My line is childlike but not childish. It is very difficult to fake … to get that quality you need to project yourself into the child’s line. It has to be felt.
– Cy Twombly

There are many artists, however, who dedicate much of their practice to exploring the power of line. Pat Steir, whose paintings and drawings were presented in a retrospective at the RISD Museum in 2010, examines line as a fundamental effort to communicate. She has said that her work “shows something we all have in us, something that belongs to all of us but is obscured by our habitual way of seeing.” Artist Cy Twombly speaks to the expressive power of a line, but only when it is imbued with feeling. In his untitled painting above, on view in the Museum, Twombly creates a line that appears impermanent and spontaneous, evoking chalk scribbles on a blackboard expertly rendered in oil paint. When he says the line one must “project themselves into the child’s line,” it is to say that one must go back to those first lines, the lines that are free to express without the pressure of representation.

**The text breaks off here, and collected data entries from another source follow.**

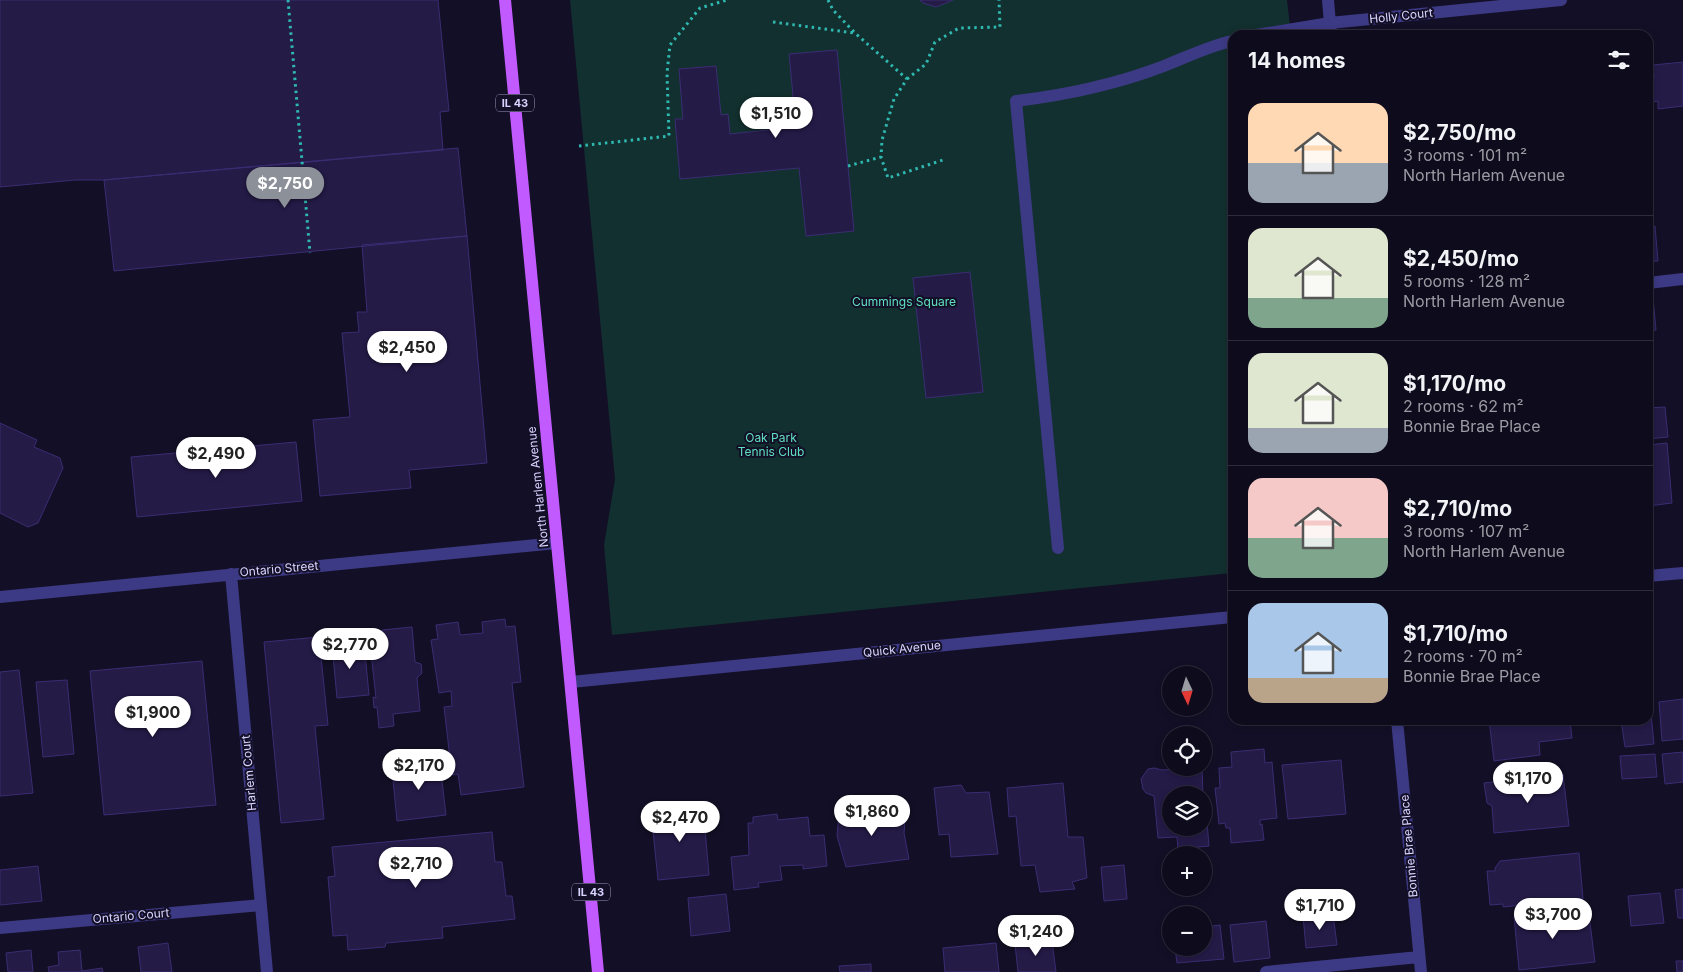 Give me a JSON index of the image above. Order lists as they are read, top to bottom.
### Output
{
  "streets": {
    "main road": ["IL 43", "North Harlem Avenue"],
    "street": [
      "Holly Court",
      "Ontario Street",
      "Quick Avenue",
      "Harlem Court",
      "Bonnie Brae Place",
      "Ontario Court"
    ]
  },
  "crossings": [
    ["North Harlem Avenue", "Ontario Street"],
    ["North Harlem Avenue", "Quick Avenue"],
    ["Ontario Street", "Harlem Court"],
    ["Harlem Court", "Ontario Court"]
  ],
  "parks": ["Cummings Square", "Oak Park Tennis Club"],
  "north": "bottom",
  "page": {
    "heading": "14 homes",
    "list": [
      {
        "name": "$2,750/mo",
        "note": "3 rooms · 101 m² · North Harlem Avenue"
      },
      {
        "name": "$2,450/mo",
        "note": "5 rooms · 128 m² · North Harlem Avenue"
      },
      {
        "name": "$1,170/mo",
        "note": "2 rooms · 62 m² · Bonnie Brae Place"
      },
      {
        "name": "$2,710/mo",
        "note": "3 rooms · 107 m² · North Harlem Avenue"
      },
      {
        "name": "$1,710/mo",
        "note": "2 rooms · 70 m² · Bonnie Brae Place"
      }
    ],
    "price": [
      "$1,510",
      "$2,750",
      "$2,450",
      "$2,490",
      "$2,770",
      "$1,900",
      "$2,170",
      "$1,170",
      "$1,860",
      "$2,470",
      "$2,710",
      "$1,710",
      "$3,700",
      "$1,240"
    ],
    "map_buttons": ["+", "−"]
  }
} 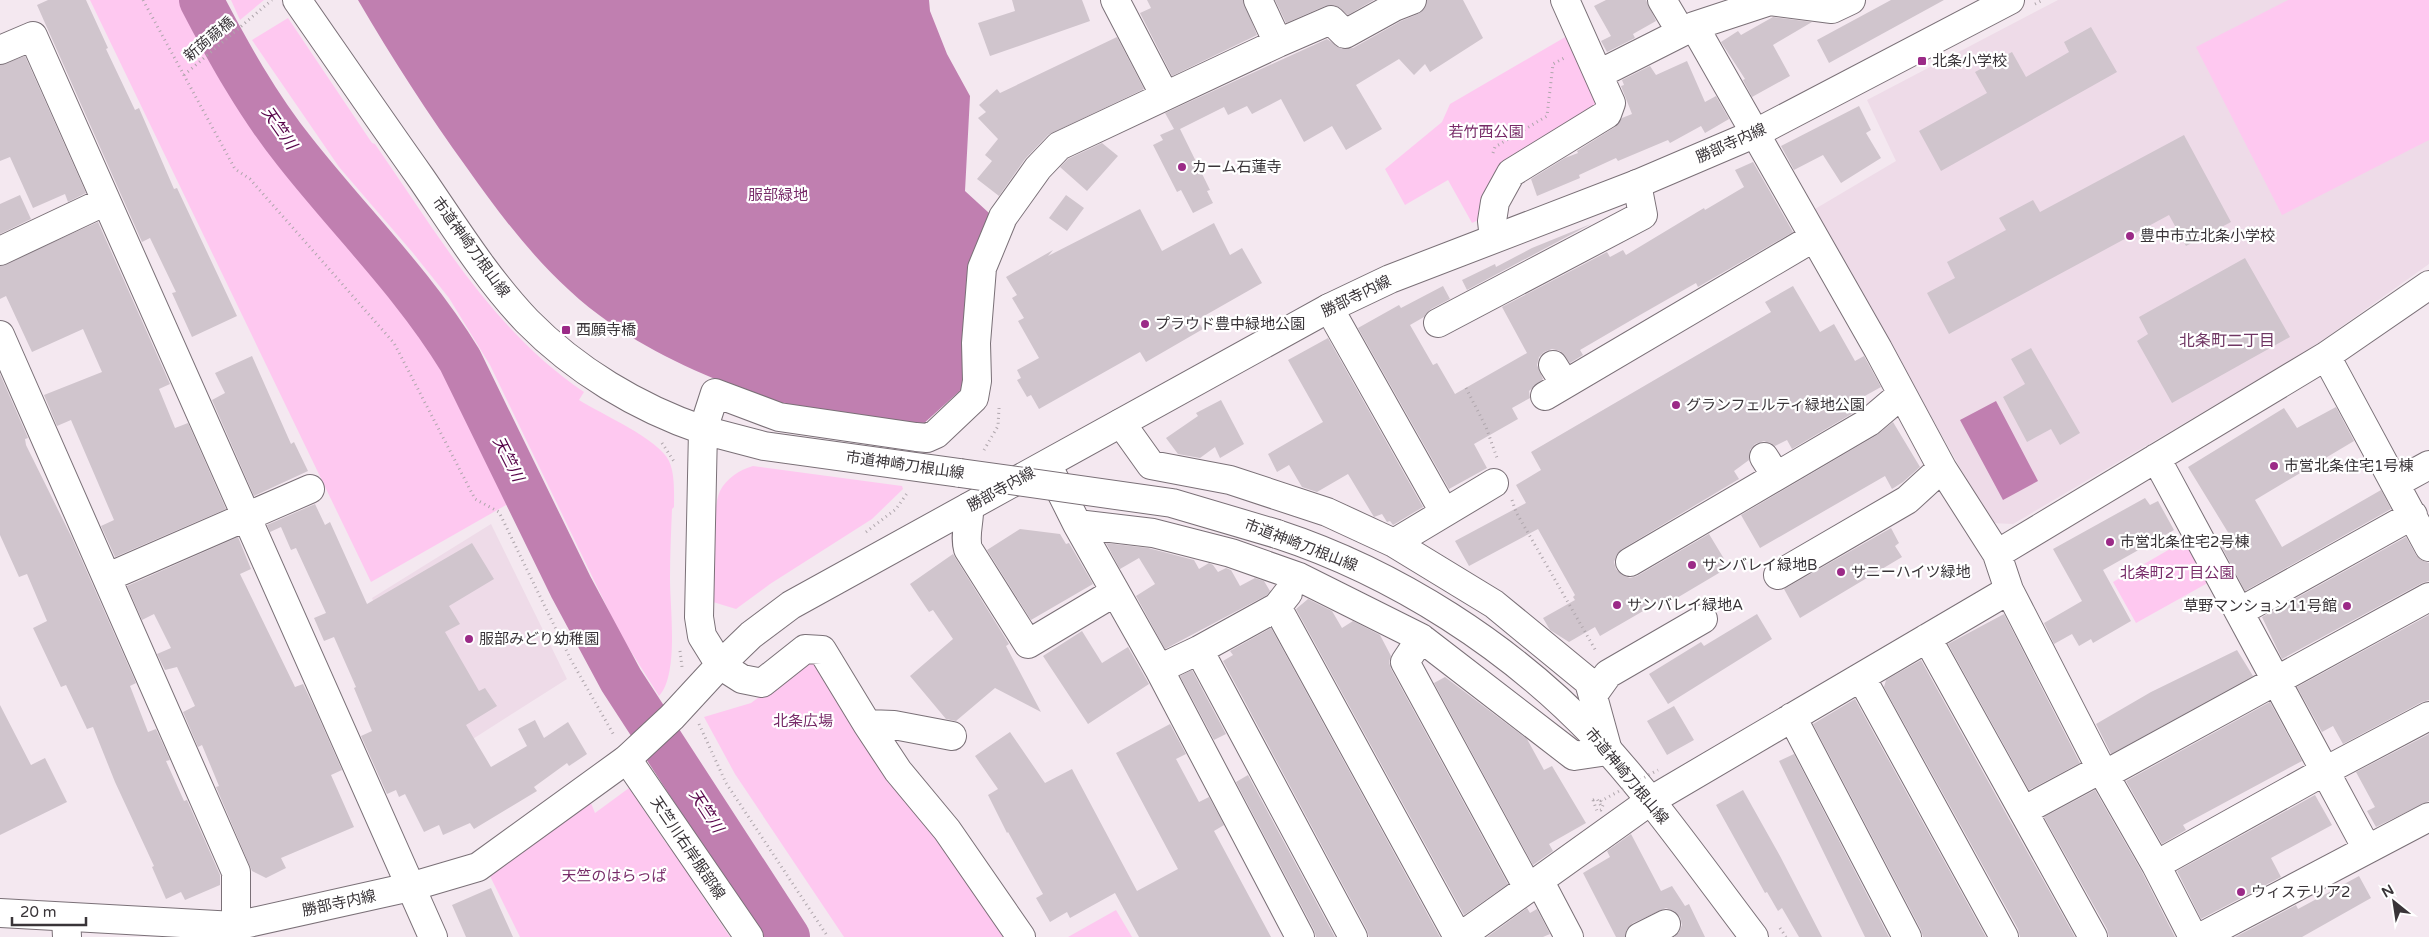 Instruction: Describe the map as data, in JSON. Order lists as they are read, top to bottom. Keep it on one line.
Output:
{"streets":{"street":["勝部寺内線","市道神崎刀根山線","天竺川右岸服部線"],"path":["新蒟蒻橋"]},"crossings":[["勝部寺内線","天竺川右岸服部線"]],"districts":["北条町二丁目"],"water":["天竺川"],"parks":["若竹西公園","服部緑地","北条町2丁目公園","北条広場","天竺のはらっぱ"],"places":{"transit":["北条小学校","西願寺橋"],"other":["カーム石蓮寺","豊中市立北条小学校","プラウド豊中緑地公園","グランフェルティ緑地公園","市営北条住宅1号棟","市営北条住宅2号棟","サンバレイ緑地B","サニーハイツ緑地","サンバレイ緑地A","草野マンション11号館","服部みどり幼稚園","ウィステリア2"]},"scale_bar":"20 m","north":"top left"}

A very simple but successful studio project we’ve done here at the RISD Museum involves using line to express the felt passage of time. This project is wonderful both for children and young adults, and always results in great discussions. Start with a letter-sized piece of paper. Whatever you have is fine (including copier paper) but a heavier weight is nice to work with. Cut two-inch strips down the long side of the paper. Every artist (including parents or caregivers) gets one strip of paper and a pencil.

The strip of paper represents a period of time — maybe from the morning of one day to that night, or for older children, from the beginning of this year until today. Thinking of the strip of paper as a timeline, invite your artist to show their day or year thusfar through line only. Resist the urge to demonstrate, and instead try to keep it as open-ended as possible. This will lead to lines that are personally expressive.

If your child is having a hard time understanding the project, begin with a game. Together, draw as many different kinds of lines as you can think of, then move on to the project.

One of the best parts is discussing each other’s timelines together afterwards. Ask your child to walk you through their drawing. What do the different lines means? This project can open up great discussions — for example, one 15-year-old boy expressed the highs and lows of his schoolyear using a variety of different lines to show his various states of mind, from stress at the beginning of the year to relief at the end.

Encouraging your children to explore line, and the powerful simplicity it can carry, can help free them from stifling attitudes about what art must be and represent. As artist Paul Klee wistfully stated, a line is simply “a dot that went for a walk.”